Companies today will have data coming from multiple sources that can be used to a better management of their business and processes, if they can combine, ready and understand the data clearly and fast.
The sources of data can be transactional data that are been created in the ERP system for example, sensors in equipment’s and machines providing several events and stream data, real-time analytics from reporting, planning and simulation and text data from log files, interface systems, IoT and etc.
There are two different types of work that a database can do to your company’s application: Transactional and Analytical. The transactional and analytical queries they are different in some spheres but they are nearly the same in other characteristics. Transactional Queries in the OLTP (Online Transaction Processing) can be entering sales orders in the system, billing documents, accounts receivable, displaying a single document entered in the system or checking a single master data while the OLAP (Online Analytical Processing) it is all about analysis of the transactional data like reporting, sales forecast, payment reminders, potential cross selling (a sales person can identify opportunities to selling additional services or products to a customer based on information of his Social Network interests for example).
The data system landscape was built and designed to handle the OLTP and OLAP queries separately as the execution time of OLAP queries are higher than OLTP. Then analytical processing tends to affect performance of daily business that are core processes to the company, like manufacturing and selling. So the enterprise management systems are optimized either to OLTP or OLAP workload because of performance.
It was always considered that the workload on OLTP was write intensive while OLAP was ready-only, however, recently research in multiple companies shows that this is not true.
Those researches showed also that the lookup rate in an OLTP system is only 10% higher than OLAP and the number of inserts is a little higher on OLTP, but OLAP systems also deals with inserts as they need to keep the data updated based on what is been performed in the transactional system. It is also known now that the number of updates in OLTP system is not too high as it did believe. In most of the industries with an updated management system the updated on OLTP represents 12% which means, 88% of the rows stored in OLTP are never updated.

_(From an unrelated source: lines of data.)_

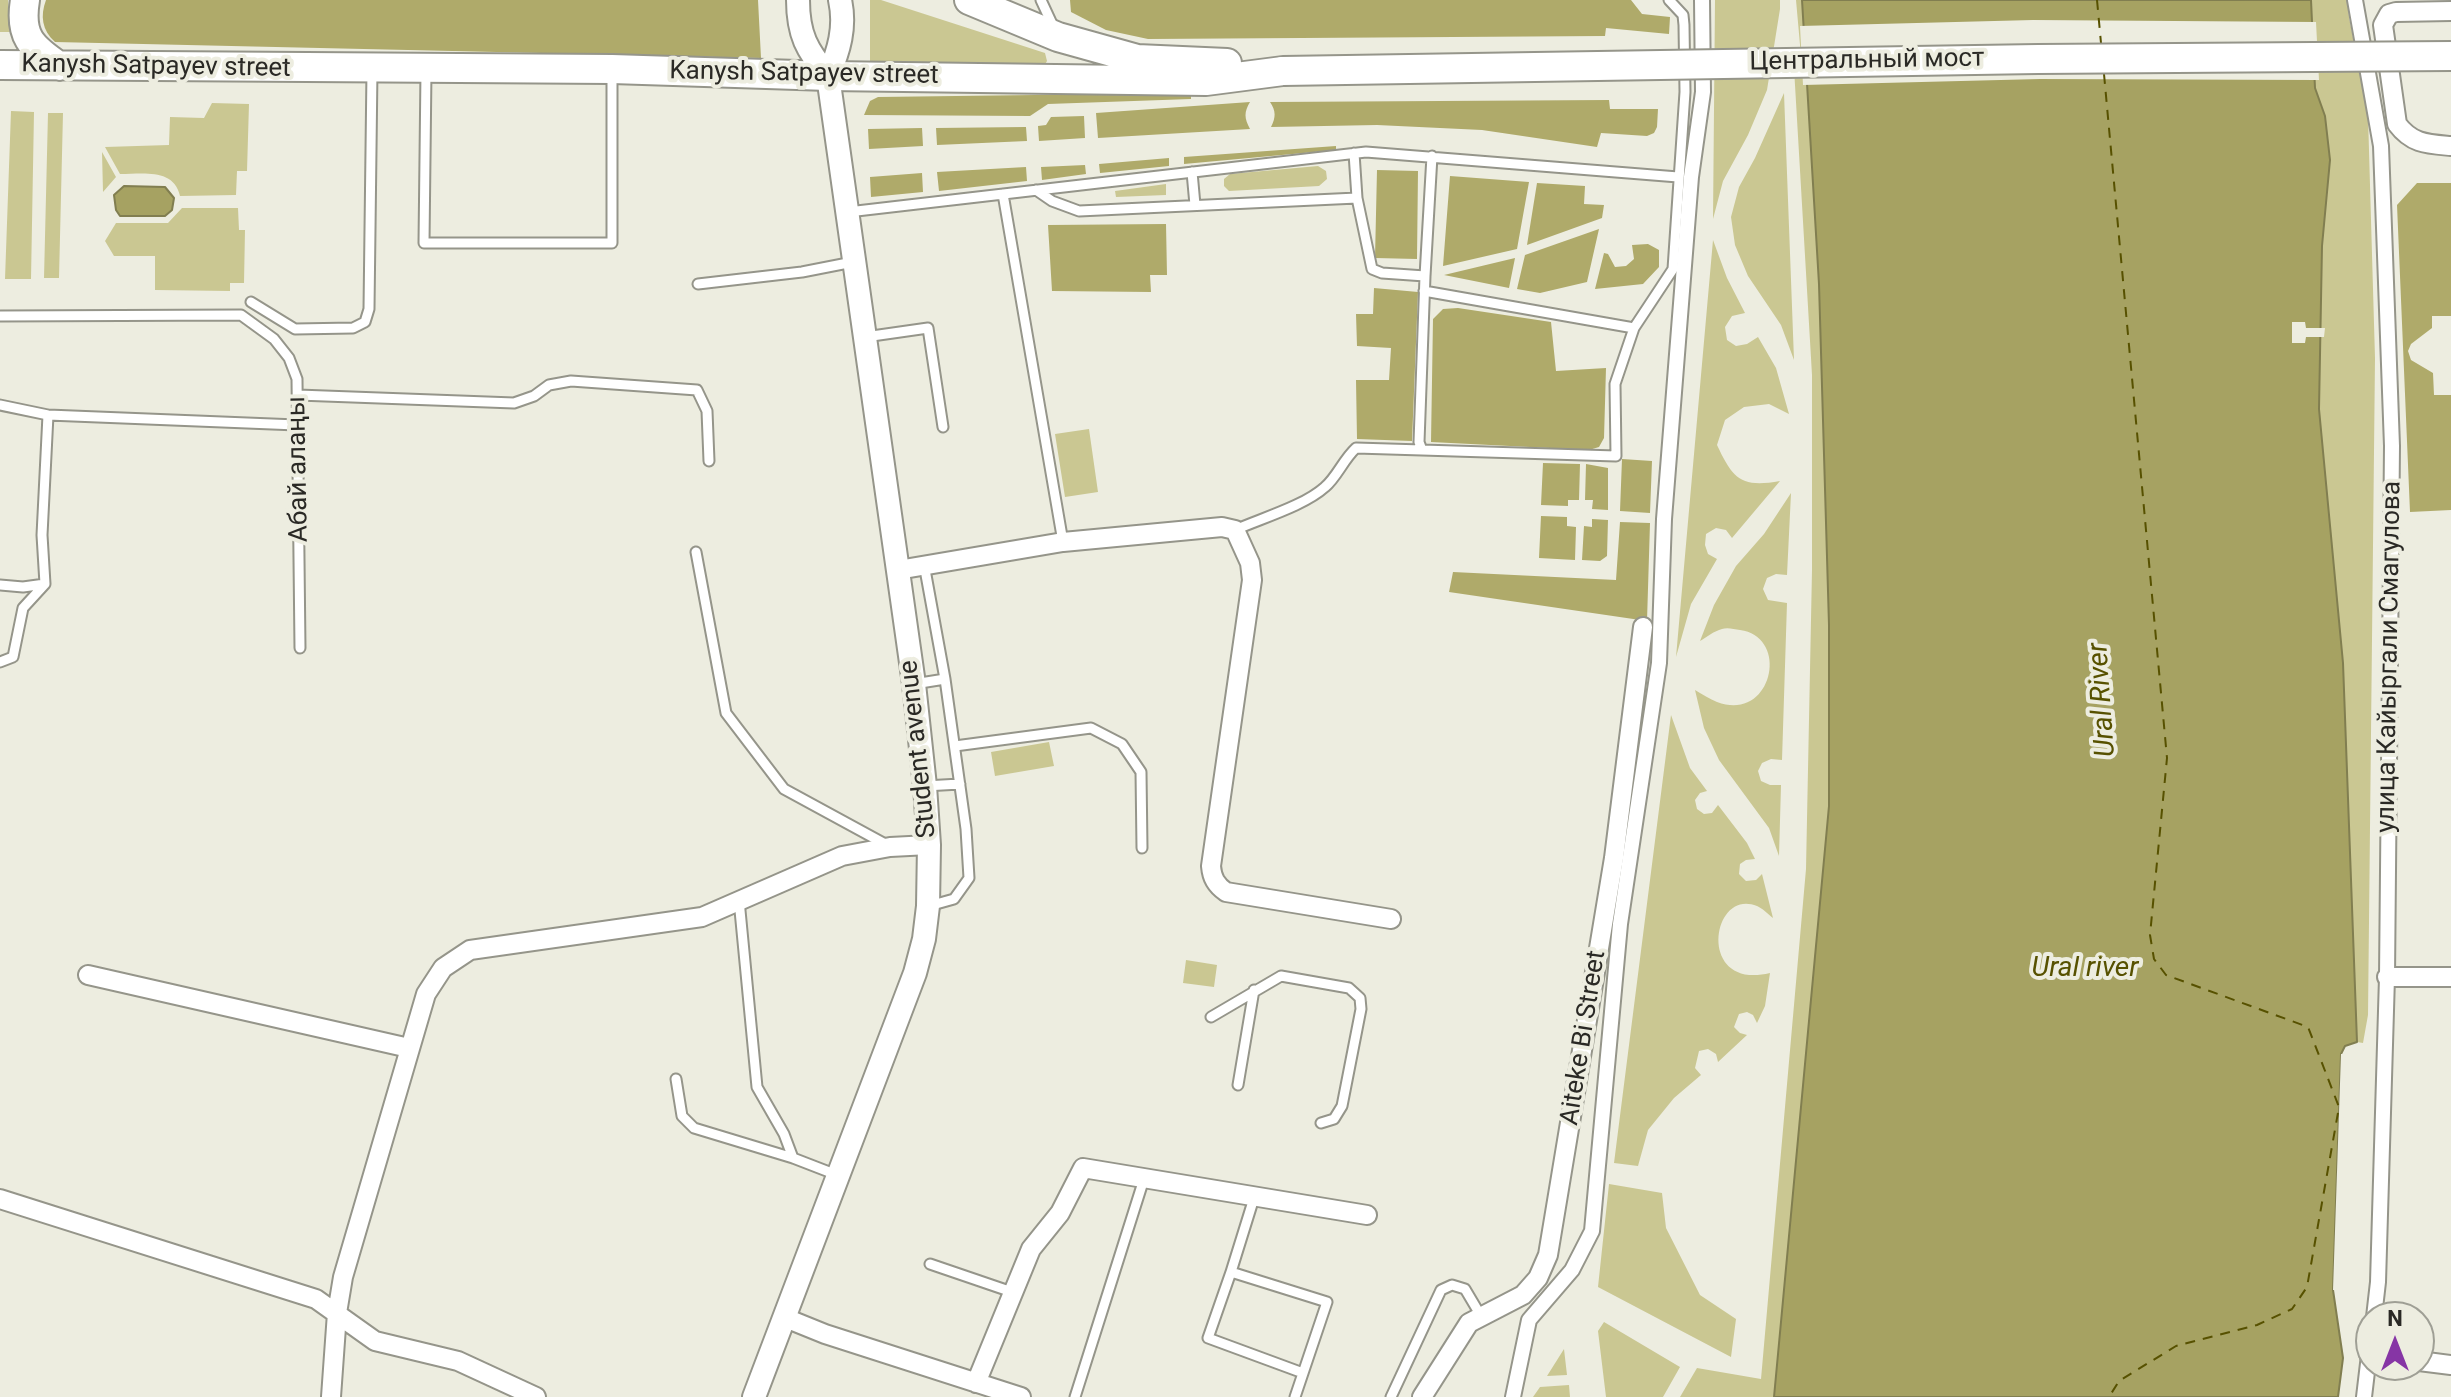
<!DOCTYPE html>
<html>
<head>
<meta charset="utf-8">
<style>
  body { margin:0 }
  #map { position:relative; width:2451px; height:1397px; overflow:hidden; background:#edede0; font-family:Roboto,sans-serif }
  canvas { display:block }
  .north { position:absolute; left:2355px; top:1301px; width:80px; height:80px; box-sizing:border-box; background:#edede0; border:2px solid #9f9f95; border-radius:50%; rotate:0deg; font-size:22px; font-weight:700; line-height:32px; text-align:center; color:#2a2925 }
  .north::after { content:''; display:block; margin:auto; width:28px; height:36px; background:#8635a5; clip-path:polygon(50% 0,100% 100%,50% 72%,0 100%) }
</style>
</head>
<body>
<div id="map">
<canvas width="2451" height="1397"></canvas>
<div class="north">N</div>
</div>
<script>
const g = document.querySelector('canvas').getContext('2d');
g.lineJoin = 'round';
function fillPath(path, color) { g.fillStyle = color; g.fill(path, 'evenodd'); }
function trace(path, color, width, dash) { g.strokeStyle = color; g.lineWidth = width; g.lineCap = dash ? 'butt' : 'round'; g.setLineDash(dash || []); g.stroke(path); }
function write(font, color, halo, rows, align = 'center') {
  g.font = font + ' Roboto,sans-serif'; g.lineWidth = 8; g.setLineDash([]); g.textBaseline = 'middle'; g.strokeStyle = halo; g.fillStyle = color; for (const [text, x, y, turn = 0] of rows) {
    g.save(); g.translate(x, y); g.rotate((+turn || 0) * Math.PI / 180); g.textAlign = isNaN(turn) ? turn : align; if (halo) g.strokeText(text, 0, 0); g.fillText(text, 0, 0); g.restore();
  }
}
const green = new Path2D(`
  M0 0H8L10 23 16 32H0Z
  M870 0H881L1045 53 1047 61 1044 66 870 63Z
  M1715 0H1780V9L1767 90 1748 135 1723 181 1713 219Z
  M1796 0H1802L1819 284 1829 625V806L1774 1397H1680L1697 1368 1761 1379 1806 869 1812 570V375L1794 68 1802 67Z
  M2311 0H2348L2349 17 2368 116 2375 358 2368 1015 2363 1043 2357 1042 2343 663 2319 409 2322 246 2330 160 2325 116 2315 88Z
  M1784 93 1794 360 1781 325 1748 276 1735 245 1731 217 1739 187 1755 158Z
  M212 103 249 104 247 171H237L236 195 180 196C174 168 143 174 120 174L105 147 169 145 170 117 204 118Z
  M11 111 34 112 31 279H5Z
  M48 113H63L59 278H44Z
  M102 152 116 177 103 192Z
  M1318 166 1326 171 1327 179 1319 186 1229 191 1224 186V179L1230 174Z
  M1166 184V195L1116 197 1115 191Z
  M182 208H238L239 230H245L244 283H230V291L155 290V256H114L105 241 116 223H168Z
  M1713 240 1727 278 1745 313 1732 316 1725 327 1727 340 1736 346 1747 344 1758 337 1776 368 1789 414 1769 404 1744 407 1725 420 1717 445C1733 479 1741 488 1780 481L1732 538 1726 530 1716 528 1706 534 1705 545 1708 554 1717 559 1691 604 1676 657Z
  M1089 429 1098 492 1065 497 1055 434Z
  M1791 493 1787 575 1776 574 1767 578 1763 589 1768 600 1787 603 1782 760 1771 759 1762 763 1758 771 1761 781 1770 785H1781L1779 856 1769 828 1719 760 1704 728 1695 690C1702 694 1710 699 1717 702 1772 723 1791 637 1740 630 1734 629 1727 627 1722 629 1714 631 1707 637 1700 641L1714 605 1736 566 1764 534Z
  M1671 715 1690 768 1707 791 1700 793 1695 800 1697 809 1704 814 1712 813 1718 805 1747 843 1755 859 1746 860 1740 864 1739 874 1746 881 1756 880 1762 874 1773 918C1768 914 1762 908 1757 906 1711 887 1696 991 1770 973L1765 1006 1757 1023 1753 1015 1747 1012 1739 1014 1734 1027 1740 1033 1747 1035 1718 1062 1716 1054 1708 1049 1699 1051 1695 1068 1701 1075 1674 1098 1648 1130 1638 1166 1614 1163Z
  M1049 742 1054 766 995 776 991 752Z
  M1186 960 1217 965 1214 987 1183 983Z
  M1609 1184 1662 1193 1666 1228 1700 1295 1736 1319 1731 1357 1598 1287Z
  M1604 1322 1680 1367 1663 1397H1606L1598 1331Z
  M1564 1349 1567 1375 1547 1376Z
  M1569 1385 1570 1397H1533L1540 1387Z`);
const forest = new Path2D(`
  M46 0H758L761 58 55 42C42 30 40 16 46 0Z
  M1070 0H1631L1642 14 1670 17 1669 34 1606 28 1605 36 1148 39 1106 30 1071 12Z
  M1191 93V99L1048 104 1030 116 864 115 870 101 878 97Z
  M1609 100 1610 109H1658L1657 127 1654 133 1647 136 1601 133 1597 147 1482 130 1377 125 1271 127C1276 117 1276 111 1270 102Z
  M1250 102C1244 112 1244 118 1250 129L1098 138 1096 113Z
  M1084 116 1085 138 1039 141 1038 126 1046 125 1051 117Z
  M1026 127 1027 141 937 145 936 128Z
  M922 128 923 146 869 149 868 129Z
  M1336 146V150L1184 164V157Z
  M1169 158V166L1100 173 1099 164Z
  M1085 165 1086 174 1042 180 1041 167Z
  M1026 167 1027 181 939 191 937 172Z
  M1377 170 1418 171 1417 259 1375 258Z
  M922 173 923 192 871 197 870 177Z
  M1450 176 1529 182 1517 249 1443 266Z
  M1537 183 1585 186 1584 204 1604 205 1602 218 1527 245Z
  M2417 183H2451V316H2432V328L2411 344 2408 351 2411 360 2433 373 2434 395H2451V510L2410 512 2397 205Z
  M1166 224 1167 275H1150L1151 292 1052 291 1048 225Z
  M1599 229 1587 282 1540 293 1517 289 1525 255Z
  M1648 244 1659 250V267L1643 284 1595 289 1604 253 1608 254 1615 267 1626 266 1634 259 1632 245Z
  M1515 258 1509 288 1444 275Z
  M1374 288 1418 292 1412 441 1357 439 1356 380H1389L1391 348 1357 346 1356 314H1373Z
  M1458 308 1551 322 1556 371 1606 368 1604 438 1599 447 1589 450 1431 442 1433 319 1443 309Z
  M1622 459 1652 461 1650 513 1620 511Z
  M1543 463 1580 464 1579 500H1568V506L1541 505Z
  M1586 464 1608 468V510L1592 509 1593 500H1585Z
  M1541 516 1567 517V526L1576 527 1575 560 1539 558Z
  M1592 519 1608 520 1607 556 1600 561 1582 560 1584 526 1592 527Z
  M1620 522 1650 523 1647 621 1449 592 1453 572 1616 580Z`);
const water = new Path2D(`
  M1802 0H2311L2315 88 2325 116 2330 160 2322 246 2319 409 2343 663 2357 1042 2345 1046 2341 1054 2333 1290 2343 1358 2338 1397H1774L1829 806V625L1819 284Z
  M124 186 165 187 174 198 172 210 165 216H120L116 210 114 195Z`);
const pier = new Path2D(`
  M2033 20 2316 22 2319 80 2040 79 1803 85 1800 26Z
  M2292 322H2305L2306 328H2325L2324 337H2306L2305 343H2292Z
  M2341 1054H2346L2337 1290H2333Z`);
const ferry = new Path2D(`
  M2097 0 2101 43
  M2104 74 2167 758 2150 935 2154 959 2166 975 2308 1027 2339 1107 2307 1287 2292 1309 2257 1325 2176 1346 2119 1381 2109 1397`);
const service = new Path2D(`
  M1041 0 1053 26
  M426 71 424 243H612V74
  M1354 153 1357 198
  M1192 172 1195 205
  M1036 190 1052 201 1079 211 1357 198 1372 269 1382 273 1425 276 1419 442 1422 450 1616 456 1615 384 1634 328 1673 269 1685 92 1684 25 1683 15 1669 0
  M1003 194 1063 542
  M848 212 1366 152 1678 177
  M1425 276 1432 156
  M698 284 802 272 853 262
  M1424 291 1634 328
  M251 302 295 329 353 328 365 322 369 309 372 70
  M0 316 241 315 274 339 289 358 297 379 300 648
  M865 337 928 328 943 427
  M298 395 514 403 534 396 549 385 571 381 697 390 707 411 709 461
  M0 405 48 415 297 425
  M1235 530C1262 518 1304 506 1325 487 1337 477 1343 460 1356 448L1422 450
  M696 552 726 713 784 789 887 845
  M924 564 945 679 966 829 969 878 954 899 929 906
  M0 585 23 587 45 584
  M0 662 13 657 23 608 45 584 42 535 48 415
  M914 684 945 679
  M955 746 1091 728 1122 744 1141 772 1142 848
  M925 786 960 784
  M739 900 757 1087 784 1134 793 1158
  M1211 1017 1281 976 1349 988 1360 998 1361 1009 1342 1106 1334 1119 1321 1123
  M676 1079 682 1116 694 1128 793 1158 837 1175
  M1238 1085 1254 990
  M930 1264 1012 1292
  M1231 1272 1254 1198
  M1075 1397 1144 1179
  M1295 1397 1327 1302 1231 1272 1208 1338 1303 1373
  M1391 1397 1441 1290 1452 1285 1465 1289 1481 1316`);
const pedestrian = new Path2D(`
  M2355 0 2381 146 2392 446 2387 977 2378 1282 2374 1317
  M1513 1397 1529 1320 1572 1270 1592 1231 1620 924 1659 663 1664 519 1691 177 1703 92 1702 0
  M2364 1397 2371 1338`);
const minor = new Path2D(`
  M2451 11 2396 12 2389 14 2383 25 2397 124C2412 144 2427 144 2451 146
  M898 570 1063 542 1222 527 1235 530 1250 563 1252 580 1211 866C1212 878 1216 885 1226 892L1391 919
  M88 975 409 1048
  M2387 977H2451
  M0 1199 316 1299 375 1341 458 1361 536 1397
  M783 1317 825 1334 1021 1397
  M2369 1354H2371
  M2419 1361 2451 1365
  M976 1383 1031 1249 1060 1213 1083 1168 1367 1215
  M331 1397 337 1313 343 1277 426 994 443 968 470 950 702 917 842 856 890 847 929 845
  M1422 1397 1469 1323 1523 1295 1538 1278 1548 1255 1614 858 1643 627`);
const tertiary = new Path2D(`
  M798 0C798 35 807 50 828 76 839 51 846 27 840 0
  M754 1397 915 973 924 939 928 906 929 845 925 786 914 684 828 76`);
const primary = new Path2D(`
  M25 0C19 36 31 47 59 66
  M969 0 1058 37 1137 59 1227 63
  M0 65 612 69 828 76 1206 81 1283 71`);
const primaryBridge = new Path2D(`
  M1283 71 2038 59 2451 56`);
const streetNames = [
  ["Центральный мост",1867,61,-1],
  ["Kanysh Satpayev street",156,67,1],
  ["Kanysh Satpayev street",804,74,1],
  ["Абай алаңы",299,469,-91],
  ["улица Кайыргали Смагулова",2390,657,-89],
  ["Student avenue",919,749,-96],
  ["Aiteke Bi Street",1584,1038,-81]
];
const waterNames = [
  ["Ural River",2103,700,-94],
  ["Ural river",2085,969]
];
fillPath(green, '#cac792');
fillPath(forest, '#afaa6a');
fillPath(water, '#a6a262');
trace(water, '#817e50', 2);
fillPath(pier, '#edede0');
trace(ferry, '#575100', 2, [10, 8]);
trace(service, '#95958a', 13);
trace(pedestrian, '#95958a', 18);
trace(minor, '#95958a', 22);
trace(tertiary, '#95958a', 26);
trace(primary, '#95958a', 32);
trace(service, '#fff', 9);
trace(pedestrian, '#fff', 14);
trace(minor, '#fff', 18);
trace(tertiary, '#fff', 22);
trace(primary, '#fff', 28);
trace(primaryBridge, '#95958a', 32, []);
trace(primaryBridge, '#fff', 28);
write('26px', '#2a2925', '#edede0', streetNames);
write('italic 28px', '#575100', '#edede0', waterNames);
</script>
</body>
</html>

Those information leads to a new approach on deleting and inserting records in the database and also combine the two system in one.
83 % on OLTP are read queries which makes sense, you don’t just enter data, but you want to do something with the data, like reading the invoice that you will send to customer.
In OLAP system you have a bit more read queries but the difference is very low. So, why not using the optimization done in OLAP for read optimize, and use that in OLTP system as well? And that’s where the Column Oriented system comes in place, which was possible due to the modernization on hardware area, creating then a single source of truth for real-time analytics, doing everything on the fly and removing aggregates.
The main difference between OLTP and OLAP is that in the OLTP system, a single select deals with more queries returning only few rows results while OLAP calculate aggregations for few columns of a table but returning a large number of rows. In order to keep the OLAP and OLTP systems updated and synchronized, it is required a huge ETL process which takes time and it is complex to extract the data and make it fit in the analytical format.
The Disadvantage on separate OLAP from OLTP
It is true that keeping OLAP and OLTP in separated system optimize workload performance to both of them, but in other hands, there are some disadvantages, such as:
- OLAP will never have the latest updated data as the time to refresh data between the two systems can range from minutes to hours, so many decisions taken based on reports will have to rely on “old” data instead real-time data. Think about in a marketing campaign that needs to be analyzed based on the mood of your customers analyzing what they are saying on Twitter. The number of tweets goes over 350,000 tweets per minute, so, what is happening out there can change in minutes.
- In order to have an acceptable performance, OLAP system needs to use materialized aggregated, reducing the flexibility of the reporting to different user’s needs.
- OLTP and OLAP schemas are very different, then the applications that use both of them requires a complex ETL process to keep the data synchronized.
What can be changed?
It was possible to identify through research on companies’ systems behavior that many fields in a table is not used while those tables get wider and wider. Roughly, more than 50% of the columns are not used in tables where hundreds of columns exist. Among of the columns used there are few distinct values in them, and the other columns are full of NULL or default values, they are not used even once, so those tables contents are very low, near to zero.
By identifying those characteristics, it is possible to think about compression techniques which results in lower memory / data consumption.